View on GitHub

MediaNews

MediaNews - Introduction

Travis-CI Build Status CRAN_Status_Badge

An implementation to perform analysis on different media channels by extracting textual data from its source, based on users choice of keywords. These data can be used to perform text analysis in order to identify patterns in respective media reporting. The media channels used in this package are print media. The data (or news) used are publicly available to consumers.

Prerequisites

For this package to run into your system (R or RStudio) following packages are requried:

Installing

You can install the library as follows:

### Install Prerequisites
pkgs <- c("rvest","xml2","lubridate","stopwords")
install.packages(pkgs)
### Load Prerequisites - Not Requried. Installation well be enough 
lapply(pkgs, library, character.only = TRUE)

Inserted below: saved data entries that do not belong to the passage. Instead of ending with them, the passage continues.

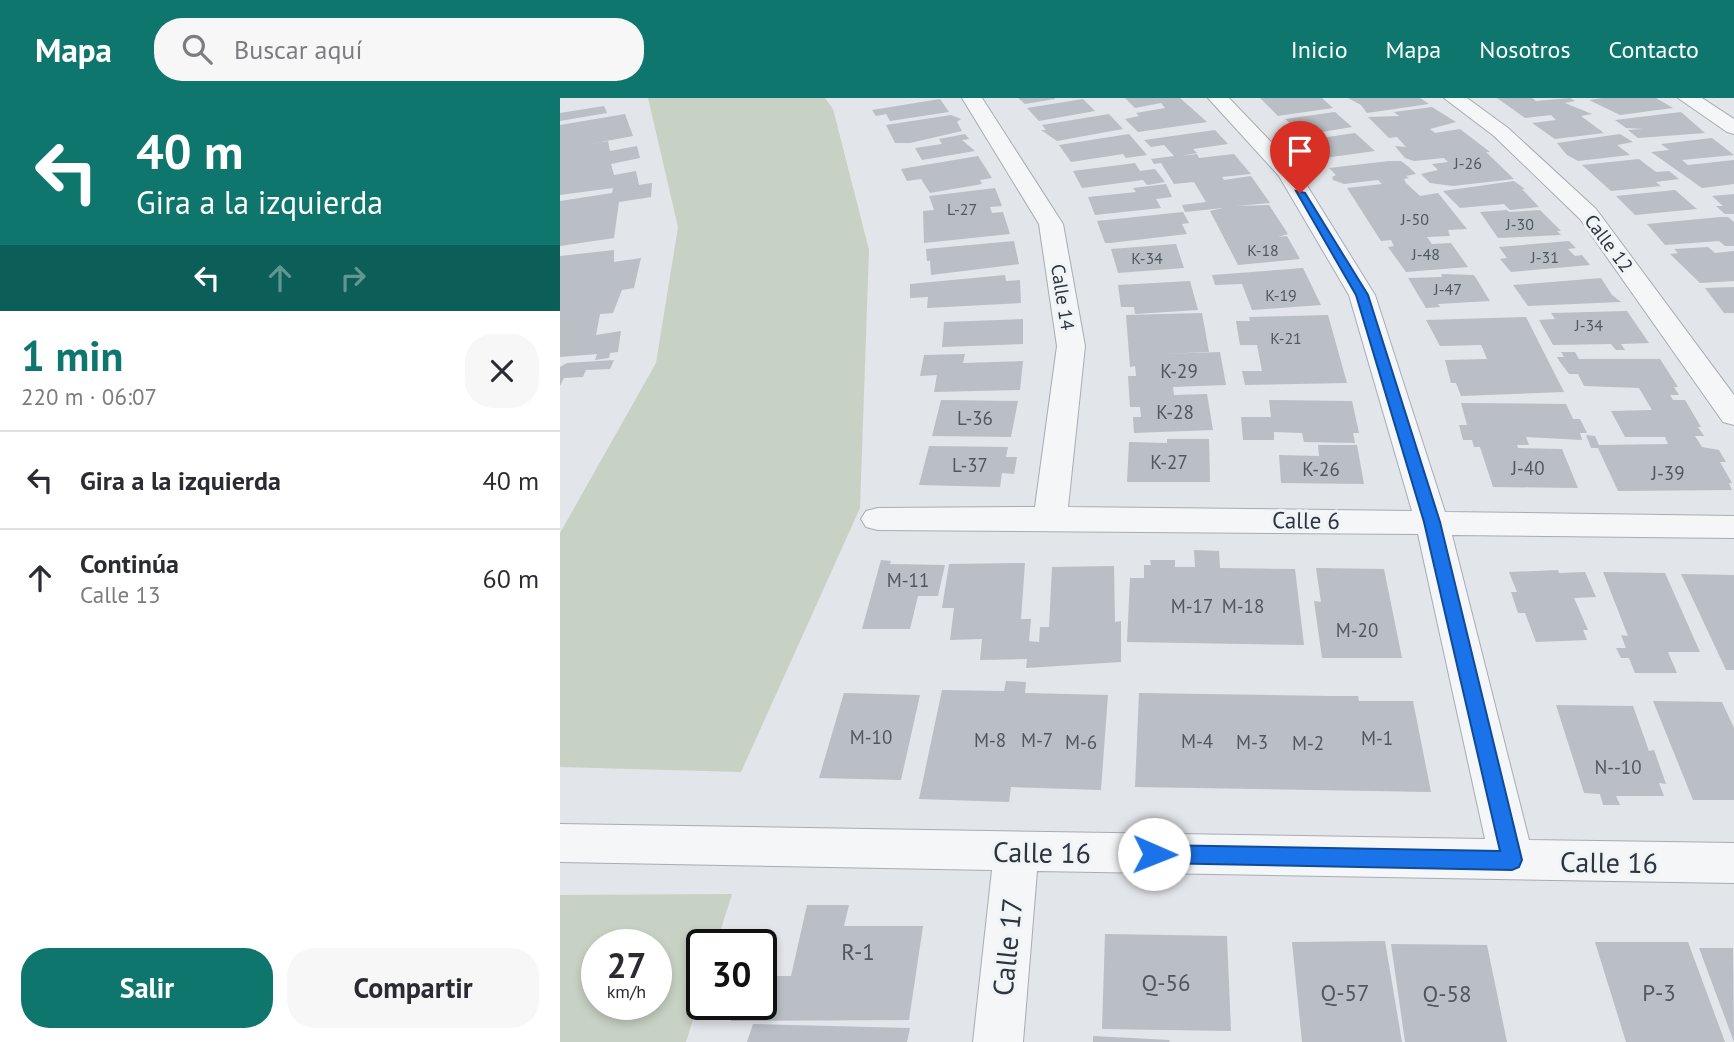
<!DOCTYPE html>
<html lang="es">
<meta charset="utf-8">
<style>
:root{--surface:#fff;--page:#f7f7f7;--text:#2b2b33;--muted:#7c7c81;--line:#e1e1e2;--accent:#0f766e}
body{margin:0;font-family:"PT Sans",sans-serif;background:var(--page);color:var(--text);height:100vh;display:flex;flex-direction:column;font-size:26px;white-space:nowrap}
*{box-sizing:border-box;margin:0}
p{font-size:23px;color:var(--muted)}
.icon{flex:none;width:38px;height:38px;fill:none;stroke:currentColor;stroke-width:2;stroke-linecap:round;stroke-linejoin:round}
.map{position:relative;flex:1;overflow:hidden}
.side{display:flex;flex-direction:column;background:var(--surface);width:560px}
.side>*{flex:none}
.guide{background:#0f766e;color:#fff;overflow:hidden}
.speed{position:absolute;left:21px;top:831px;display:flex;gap:14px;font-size:35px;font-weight:700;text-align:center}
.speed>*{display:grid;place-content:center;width:91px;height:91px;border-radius:50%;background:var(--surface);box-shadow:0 4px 10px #0003;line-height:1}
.speed small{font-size:18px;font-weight:400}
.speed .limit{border:4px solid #111;border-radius:10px;background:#fff;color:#111}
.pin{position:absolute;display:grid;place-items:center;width:60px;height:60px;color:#fff;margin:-72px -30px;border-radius:50% 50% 50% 0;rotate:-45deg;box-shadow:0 0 7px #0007}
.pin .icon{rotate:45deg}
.me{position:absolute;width:77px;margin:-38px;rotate:91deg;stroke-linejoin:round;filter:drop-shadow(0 0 5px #0008)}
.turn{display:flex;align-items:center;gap:24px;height:147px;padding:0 21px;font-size:32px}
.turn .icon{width:91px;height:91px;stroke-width:2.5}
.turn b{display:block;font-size:49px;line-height:60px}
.lanes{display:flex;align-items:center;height:66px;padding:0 21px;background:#0003;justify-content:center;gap:35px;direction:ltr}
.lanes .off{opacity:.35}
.round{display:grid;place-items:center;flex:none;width:74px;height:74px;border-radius:28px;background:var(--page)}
.summary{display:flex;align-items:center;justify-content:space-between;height:119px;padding:0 21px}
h1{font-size:42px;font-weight:700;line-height:52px;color:var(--accent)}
.button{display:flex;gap:14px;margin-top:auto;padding:14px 21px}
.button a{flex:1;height:80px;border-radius:28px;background:var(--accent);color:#fff;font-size:28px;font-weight:700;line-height:80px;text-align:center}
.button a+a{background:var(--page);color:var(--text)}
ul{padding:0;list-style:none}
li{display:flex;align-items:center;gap:21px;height:98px;padding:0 21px;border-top:2px solid var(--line)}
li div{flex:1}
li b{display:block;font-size:26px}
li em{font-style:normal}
header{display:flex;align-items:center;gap:42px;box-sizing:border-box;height:98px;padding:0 35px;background:var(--accent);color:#fff}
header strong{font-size:33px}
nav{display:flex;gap:38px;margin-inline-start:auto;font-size:24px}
.search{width:490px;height:63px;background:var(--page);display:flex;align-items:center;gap:18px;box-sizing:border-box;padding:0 24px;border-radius:28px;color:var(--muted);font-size:26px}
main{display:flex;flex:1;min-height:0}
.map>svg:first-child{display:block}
.green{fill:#c8d2c4;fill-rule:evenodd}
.building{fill:#babfc5}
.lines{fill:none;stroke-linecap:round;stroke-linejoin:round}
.minor-casing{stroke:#a8acb3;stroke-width:2}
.minor{fill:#f4f6f7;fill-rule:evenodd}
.route{fill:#1a73e8;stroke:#114b97;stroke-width:2}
.labels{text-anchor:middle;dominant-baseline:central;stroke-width:6;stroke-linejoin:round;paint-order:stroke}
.far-number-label{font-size:16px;fill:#505760}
.far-street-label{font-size:19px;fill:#2c343f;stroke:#f1f4f6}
.number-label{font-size:19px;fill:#505760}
.street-label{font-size:23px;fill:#2c343f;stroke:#f1f4f6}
.near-number-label{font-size:23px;fill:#505760}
.near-street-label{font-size:28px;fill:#2c343f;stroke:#f1f4f6}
</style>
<header>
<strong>Mapa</strong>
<div class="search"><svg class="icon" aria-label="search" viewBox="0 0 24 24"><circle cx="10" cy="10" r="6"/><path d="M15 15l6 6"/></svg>Buscar aquí</div>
<nav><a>Inicio</a><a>Mapa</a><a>Nosotros</a><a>Contacto</a></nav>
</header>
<main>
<section class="side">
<div class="guide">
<div class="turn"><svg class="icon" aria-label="left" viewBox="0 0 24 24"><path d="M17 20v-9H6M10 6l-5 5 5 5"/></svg><div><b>40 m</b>Gira a la izquierda</div></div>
<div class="lanes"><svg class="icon" aria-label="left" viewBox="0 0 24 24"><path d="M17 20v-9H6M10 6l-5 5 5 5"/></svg><svg class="icon off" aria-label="ahead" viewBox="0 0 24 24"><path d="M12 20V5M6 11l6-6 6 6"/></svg><svg class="icon off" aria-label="right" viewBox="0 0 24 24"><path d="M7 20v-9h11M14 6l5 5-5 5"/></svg></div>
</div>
<div class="summary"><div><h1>1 min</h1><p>220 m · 06:07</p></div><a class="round"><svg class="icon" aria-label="close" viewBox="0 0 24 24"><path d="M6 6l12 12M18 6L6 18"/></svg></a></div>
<ul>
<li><svg class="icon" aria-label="left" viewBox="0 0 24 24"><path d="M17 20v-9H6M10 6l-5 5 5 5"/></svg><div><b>Gira a la izquierda</b></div><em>40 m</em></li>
<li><svg class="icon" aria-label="ahead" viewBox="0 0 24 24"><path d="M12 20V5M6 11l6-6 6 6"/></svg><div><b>Continúa</b><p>Calle 13</p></div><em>60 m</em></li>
</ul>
<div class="button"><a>Salir</a><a>Compartir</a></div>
</section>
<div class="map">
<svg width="1174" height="944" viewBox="0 0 1174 944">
<rect width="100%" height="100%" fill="#e2e5e9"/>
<g class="green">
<path d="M88,0H265L273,11L309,152L300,410L181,674L0,669V435L96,265L118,129Z"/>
<path d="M172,796L156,847H142V893L126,944H0V797ZM37,847H96V906H37Z"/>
</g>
<g class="building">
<path d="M458,0H495V1L465,6Z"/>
<path d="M565,0H620L647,24L578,34L565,21L579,18L576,15L605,10L601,5L575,10Z"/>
<path d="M700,0H762L773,10L718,18Z"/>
<path d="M788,0H860L869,6L807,15L801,7Z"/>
<path d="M937,0H972L976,3L1010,0L1015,3L1005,5L1032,16L1021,18L1044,35L995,41L972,25L996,22L991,17L965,20Z"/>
<path d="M1042,0H1096L1113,10L1060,17L1029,2Z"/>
<path d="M380,1L389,14L330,23L326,16L316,18L312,12Z"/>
<path d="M523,1L535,13L479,23L467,10Z"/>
<path d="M44,8L47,15L0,23V15Z"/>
<path d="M872,9L896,24L870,31L875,35L900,31L930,54H926L954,81L893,88L870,85L861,76L878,72L872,66L888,64L884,60L854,63L845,60L835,48L846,49L837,39L829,40L808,19L839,18L834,14Z"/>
<path d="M775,14L792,29L744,37L725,21Z"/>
<path d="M1121,14L1145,35L1078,40L1068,32L1083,31L1066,30L1055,22Z"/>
<path d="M65,16L73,38L30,46L48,43L50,53L77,48L80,60L51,66L54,77L76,73L79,87L92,85L91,99L59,104L54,140L0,148V103L52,95L53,90L0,97V27Z"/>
<path d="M549,16L563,31L497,43L481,32H486L482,27Z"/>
<path d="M391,17L401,21L397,24L402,33L350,45H335L326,27Z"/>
<path d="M655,32L668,46L633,51L637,55L621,58L637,56L639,60L674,56L691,76L662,79L664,82L691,78L710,105L676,108L709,107L728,136L718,139L727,138L740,161L678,167L650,113L663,110L625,114L622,107L646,104L634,84L614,86L601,65L594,66L591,61L614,58L604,47L591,49L584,42Z"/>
<path d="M795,35L815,53L764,60L747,42Z"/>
<path d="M405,36L409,41L402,42L415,53L362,62L355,50L382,46L379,41Z"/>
<path d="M569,36L587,57L566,60L563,56L511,64L499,47Z"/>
<path d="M1060,36L1073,44L1057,47L1070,57L1018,63L1007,57L997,45Z"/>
<path d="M1152,40L1174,57L1122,62L1128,67L1174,62V86L1142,90L1091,54L1109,52L1101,46Z"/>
<path d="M418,58L432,80L420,82L422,86L370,95L361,81L347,83L341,71Z"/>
<path d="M1079,61L1096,74L1109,73L1119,81L1096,84L1101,88L1051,93L1022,67Z"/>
<path d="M829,63H841L849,69L856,76L846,78L849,80L844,81L846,85L860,98L878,95L907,131L888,132L890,138L867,139L872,146L891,145L908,169L846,174L828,149L834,148L831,142L821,143L787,90L822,86L818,82L784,86L773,82L772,79L776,77L769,70Z"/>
<path d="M575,65L580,73L595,71L605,84L587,87L583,82L522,90L513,73Z"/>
<path d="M954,83L965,91H962L979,109L950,112L944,106L900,110L883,93Z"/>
<path d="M606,86L612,99L596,101L601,110L535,117L528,99L576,94L573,90Z"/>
<path d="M435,90L442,108L430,109L432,115L443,114L450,136L364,145L363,113L374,112L369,98Z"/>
<path d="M1115,92L1137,111L1075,117L1056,98Z"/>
<path d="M1174,96V116H1165L1156,108H1163L1152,98Z"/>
<path d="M947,112L949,114L980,112L1001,133H997L1001,137L938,140L920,114Z"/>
<path d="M623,114L629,125L622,126L627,136L550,145H545L537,123Z"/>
<path d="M1160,119H1168L1174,124V148H1165L1159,143L1105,147L1087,126Z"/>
<path d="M454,143L459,166L371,177L370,163H367L366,151Z"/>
<path d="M1009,143L1016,150L1008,151L1015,158L1022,157L1030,167L951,174L940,161L947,160L939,149Z"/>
<path d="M616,146L624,170L558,175L551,151Z"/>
<path d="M1148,149L1155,155L1174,153V183L1140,185L1110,156L1118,155L1114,151Z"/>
<path d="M54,152V164L81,160L74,190L62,192L53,215L40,216L36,237L61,233L58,254L50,255L49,260L35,262L37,256L0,259V158Z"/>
<path d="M743,170L761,207L692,212L682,186L655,187L652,177Z"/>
<path d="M881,176L914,177L930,203L878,206L880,209L866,210L848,180L882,179Z"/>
<path d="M445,177L446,183L460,182L461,205L367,210L368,199L350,200V186Z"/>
<path d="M1041,180L1052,197L1061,204L968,208L953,187Z"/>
<path d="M630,183L638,212L575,216L574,209H561L558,187Z"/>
<path d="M1174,189V215H1164L1145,190Z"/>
<path d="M1067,213L1089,245L1061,246L1065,252H1056L1051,246L993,247L979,222L995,221L991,215Z"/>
<path d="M642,215L649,254L603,256L660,254L666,287L613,289L614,297L647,296L653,332L574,335L573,319H581L580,309H570L568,278H576L575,268L570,269L566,217Z"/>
<path d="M768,217L787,285L685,287L682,273H702L697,247H680L676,223H690L689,219Z"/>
<path d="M966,219L1004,294L901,298L896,285H891L885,262L927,261L923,251L921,247L880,248L866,222Z"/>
<path d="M463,221V246L382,249L384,224Z"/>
<path d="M1001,254H1015L1019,261H1100L1118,289H1114L1119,297H1110L1113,302H1125L1141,329H1138L1144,338H1135L1142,349L1159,352L1166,364H1160L1172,385H1169L1172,392L1058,393L1038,350H1031L1026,337L1035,338L1039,347L1108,346L1105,339H1065L1051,313L1092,312L1079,290L1024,288L1018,276H1009L1000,264L997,259H1004Z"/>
<path d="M405,256L403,265L463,263L460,292L374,294L377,277L360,278L364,257Z"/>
<path d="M54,262L50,271L26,272L23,279L4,280L0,288V269L7,265Z"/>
<path d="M381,302L458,303L451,339L372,338Z"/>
<path d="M709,302L792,303L799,335H793L795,345L744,344L742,335L714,334V342H683L681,319H711Z"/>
<path d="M901,305L1006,306L1013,321H1020L1027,335H1020L1022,342L966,339L969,347H957L958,350L1002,351L1018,390L933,389L920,349H914L912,342H903L899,327H907Z"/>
<path d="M607,341H649L650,384H567L569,344L607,345Z"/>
<path d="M758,347H797L804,386L721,385L719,357L759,358Z"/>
<path d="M369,348L448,349L446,359H457L454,376L442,375L440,389L359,387Z"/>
<path d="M634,452L659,453L660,470L735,471L744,547L567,544L570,480H584V467H591L590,462H615V469H635Z"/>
<path d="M321,462L331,463L330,466L385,467L378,498H358L350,531H302Z"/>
<path d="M465,465L461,521H471L469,543L479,544L480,529H489L492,469L554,468L555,524L561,523V564L466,570L467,561L420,562L422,541L390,542L394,510H382L389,466Z"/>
<path d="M756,470L824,471L842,560H762L754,503L761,504Z"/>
<path d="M998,472L999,475L1025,474L1036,499L1014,500L1028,532H1023L1027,542L976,544L965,515H958L951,494H957L949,474Z"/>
<path d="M1043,474L1105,475L1140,554H1108L1117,575H1075L1069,560H1061L1056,550H1066L1061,537L1068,538Z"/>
<path d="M1121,476L1174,477V572H1166Z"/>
<path d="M446,583L466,584L465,595L548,597L541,692L451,689L449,704L359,701L382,592L444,593Z"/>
<path d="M284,595L360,597L341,682L259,680Z"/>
<path d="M579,595L769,598H798L799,603H853L871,694L575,689Z"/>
<path d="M1093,603L1162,604L1174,630V702H1133Z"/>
<path d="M996,607L1073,608L1089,653L1094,652L1106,686L1099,685L1104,698H1056L1060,707H1043L1040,696L1024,695Z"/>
<path d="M247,807H289L284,828H363L349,922L171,923L175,906H201V878H231Z"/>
<path d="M545,836L667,838L671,933L542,931Z"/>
<path d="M825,843L842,944H742L732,844Z"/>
<path d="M1035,844H1128L1165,944H1066Z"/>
<path d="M831,846L927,847L947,944H845Z"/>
<path d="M1139,850H1173L1174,944Z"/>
<path d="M193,926L350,930L347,944H187Z"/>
<path d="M533,938L610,942L609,944H533Z"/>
</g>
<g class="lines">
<g class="minor-casing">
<g id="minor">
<path d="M402,0H422L503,126L525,248L508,409L852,413L789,197L719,78L648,0H669L736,70L815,197L885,414L1174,418V440L892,437L969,742L1174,745V785L477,773L463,944H413L432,772L0,764V726L925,741L858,436L318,432L306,429L301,421L306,413L318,410L475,409L497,248L479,126Z"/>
<path d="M884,0H907L948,30L1036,111L1174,297V327L1163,324L1020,121L934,38Z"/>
<path d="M1118,0H1142L1174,21V36L1167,34Z"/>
</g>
</g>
<use href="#minor" class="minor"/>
</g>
<path class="route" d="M736,93L745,95L808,197L880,424L962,762L959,769L952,772L594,765L587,763L584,756L587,750L594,747L940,753L864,424L796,197Z"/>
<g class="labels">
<g class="far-number-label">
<text x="908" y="65">J-26</text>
<text x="402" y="111">L-27</text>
<text x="855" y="121">J-50</text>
<text x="960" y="126">J-30</text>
<text x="703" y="152">K-18</text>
<text x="866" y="156">J-48</text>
<text x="985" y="159">J-31</text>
<text x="587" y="160">K-34</text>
<text x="888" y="191">J-47</text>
<text x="721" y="197">K-19</text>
<text x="1029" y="227">J-34</text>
<text x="726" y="240">K-21</text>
</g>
<g class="far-street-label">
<text transform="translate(1049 145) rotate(53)">Calle 12</text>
<text transform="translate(503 199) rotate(81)">Calle 14</text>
</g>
<g class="number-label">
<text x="619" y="273">K-29</text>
<text x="615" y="314">K-28</text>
<text x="415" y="320">L-36</text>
<text x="609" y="364">K-27</text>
<text x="410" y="367">L-37</text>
<text x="968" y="370">J-40</text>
<text x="761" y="371">K-26</text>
<text x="1108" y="375">J-39</text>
<text x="348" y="482">M-11</text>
<text x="632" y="508">M-17</text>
<text x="683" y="508">M-18</text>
<text x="797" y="532">M-20</text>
<text x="311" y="639">M-10</text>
<text x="817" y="640">M-1</text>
<text x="430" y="642">M-8</text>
<text x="477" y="642">M-7</text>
<text x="637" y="643">M-4</text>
<text x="521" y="644">M-6</text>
<text x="692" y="644">M-3</text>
<text x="748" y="645">M-2</text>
<text x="1058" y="669">N--10</text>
</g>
<g class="street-label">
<text transform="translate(746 422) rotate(1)">Calle 6</text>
</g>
<g class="near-number-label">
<text x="298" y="853">R-1</text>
<text x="606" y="884">Q-56</text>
<text x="785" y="894">Q-57</text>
<text x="1099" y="894">P-3</text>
<text x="887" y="895">Q-58</text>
</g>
<g class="near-street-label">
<text transform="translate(482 754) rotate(1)">Calle 16</text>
<text transform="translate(1049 764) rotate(1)">Calle 16</text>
<text transform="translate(447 849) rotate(-84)">Calle 17</text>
</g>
</g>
</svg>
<div class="speed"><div>27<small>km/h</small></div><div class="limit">30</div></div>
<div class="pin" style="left:740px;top:95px;background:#d93025"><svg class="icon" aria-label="arrive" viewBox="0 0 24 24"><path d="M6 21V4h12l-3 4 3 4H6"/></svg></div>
<svg class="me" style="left:594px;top:756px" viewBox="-20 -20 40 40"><circle r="19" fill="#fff"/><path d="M0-13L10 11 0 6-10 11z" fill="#1a73e8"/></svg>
</div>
</main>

### Install package from GitHub
install.package("devtools") #Run only once
library(devtools)
install_github("vaima75/MediaNews") #Run only once
### Load the package
library(MediaNews)

Running the tests

1. Extraction

Following examples show how to extract text and get it in the form of DataFrame or write to disk

# Creates Dataset by filtering 31 days from current date
NewsDataset1 = TOI_News_Articles(keywords = "US Politics", start_date = Sys.Date()- 31, end_date = Sys.Date())

# Creates Dataset by custom filtering through dates
NewsDataset2 = TOI_News_Articles(keywords = "BaseBall", start_date = "2019-09-20", end_date = "2019-10-20")

# Creates Dataset on keywords
NewsDataset3 = TOI_News_Articles(keywords = "AirLines")

# Write files to disk
TOI_News_Articles(keywords = "AirLines",  AsDataFrame = FALSE)

2. Cleaning

After extraction data in the form of DataFrame you can use customized text cleaning function to remove unwanted text from body.

## Creates Dataset based on keysword 
NewsData = TOI_News_Articles("AirLines")

## Identify any potential factor columns
vc = sapply(NewsData, is.factor)

## Convert factors to characters
NewsData[vc] = lapply(NewsData[vc], as.character)

## Clean text on specific character columns
for (i in 1:nrow(NewsData)) NewsData$News[i] = ClearText(NewsData$News[i])

Author

Vatsal Aima

License

This project is licensed under the GNU Lesser General Public License version 3.